WORK ITEM
Find the number of lines below in which the word "this" appears, and write that number only.

EXERCISE INPUT
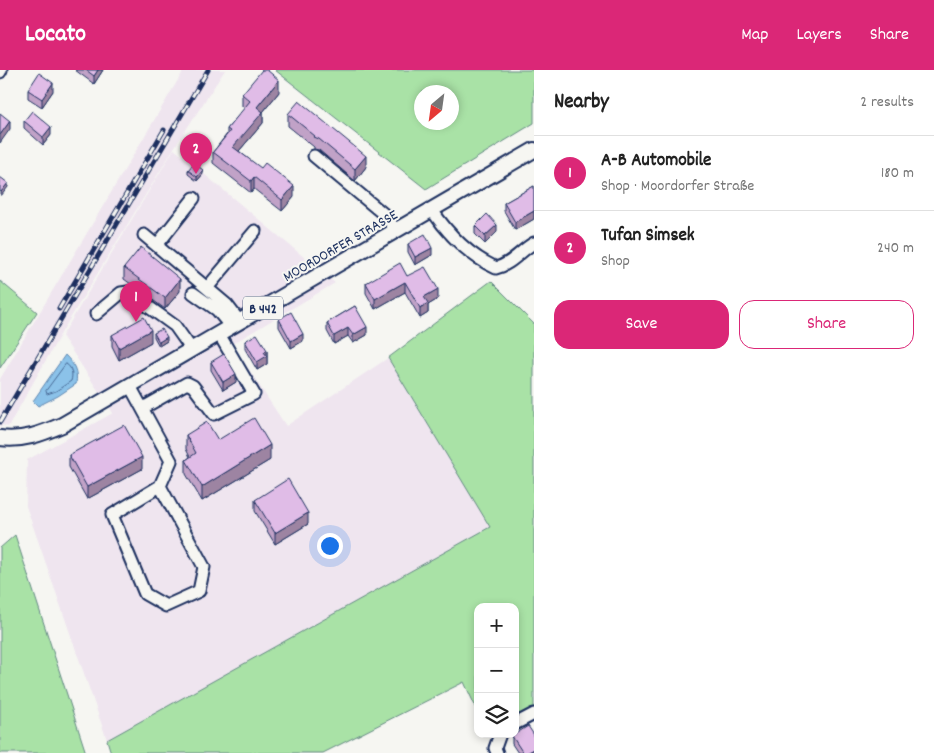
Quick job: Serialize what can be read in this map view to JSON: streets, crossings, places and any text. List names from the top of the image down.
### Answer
{
  "streets": {
    "main road": ["MOORDORFER STRASSE", "B 442"]
  },
  "north": "bottom left",
  "page": {
    "header": "Locato",
    "nav": ["Map", "Layers", "Share"],
    "heading": ["Nearby", "2 results"],
    "pins": ["2", "1"],
    "list": [
      {
        "mark": "1",
        "name": "A-B Automobile",
        "note": "Shop · Moordorfer Straße",
        "value": "180 m"
      },
      {
        "mark": "2",
        "name": "Tufan Simsek",
        "note": "Shop",
        "value": "240 m"
      }
    ],
    "buttons": ["Save", "Share"],
    "map_buttons": ["+", "−"]
  }
}
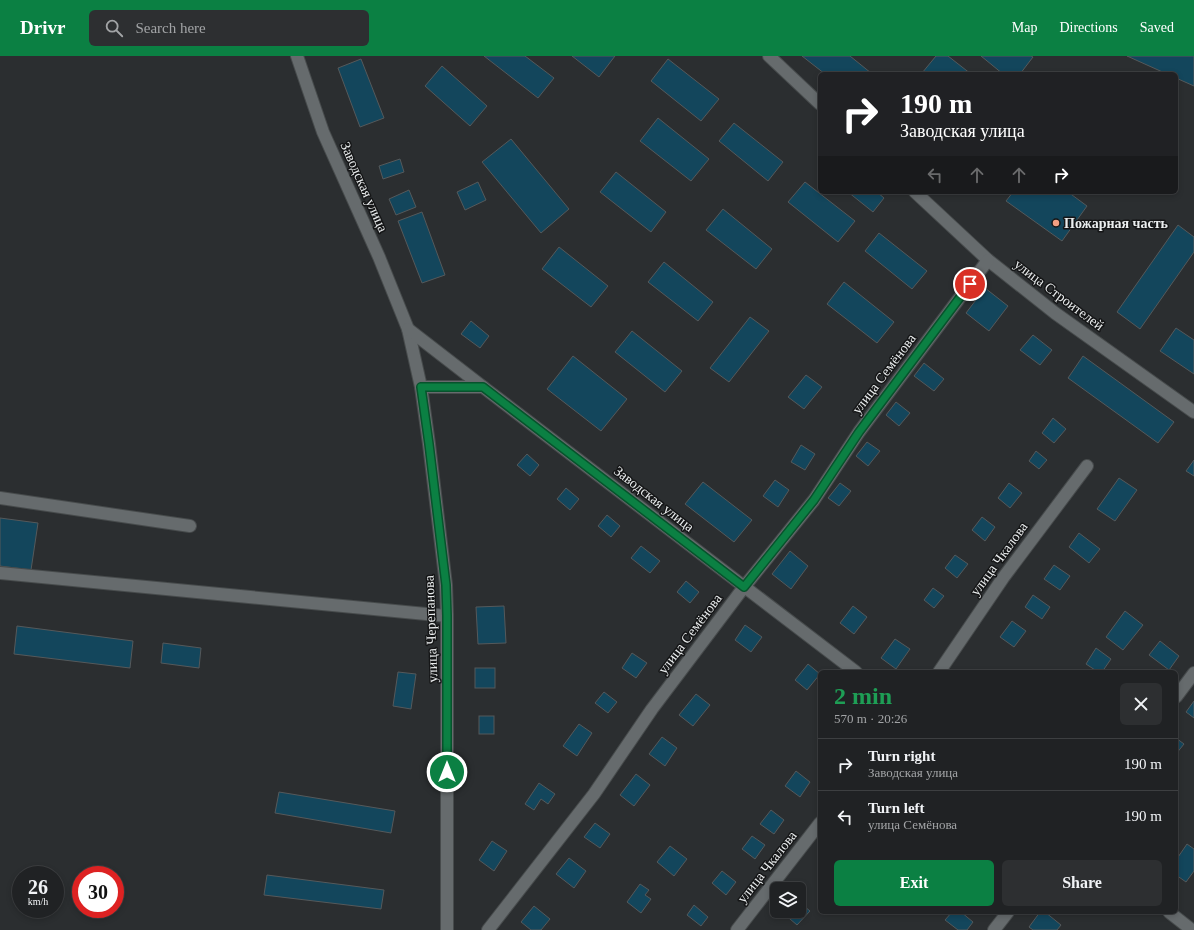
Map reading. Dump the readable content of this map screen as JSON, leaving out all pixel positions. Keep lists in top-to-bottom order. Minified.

EXERCISE RESPONSE
2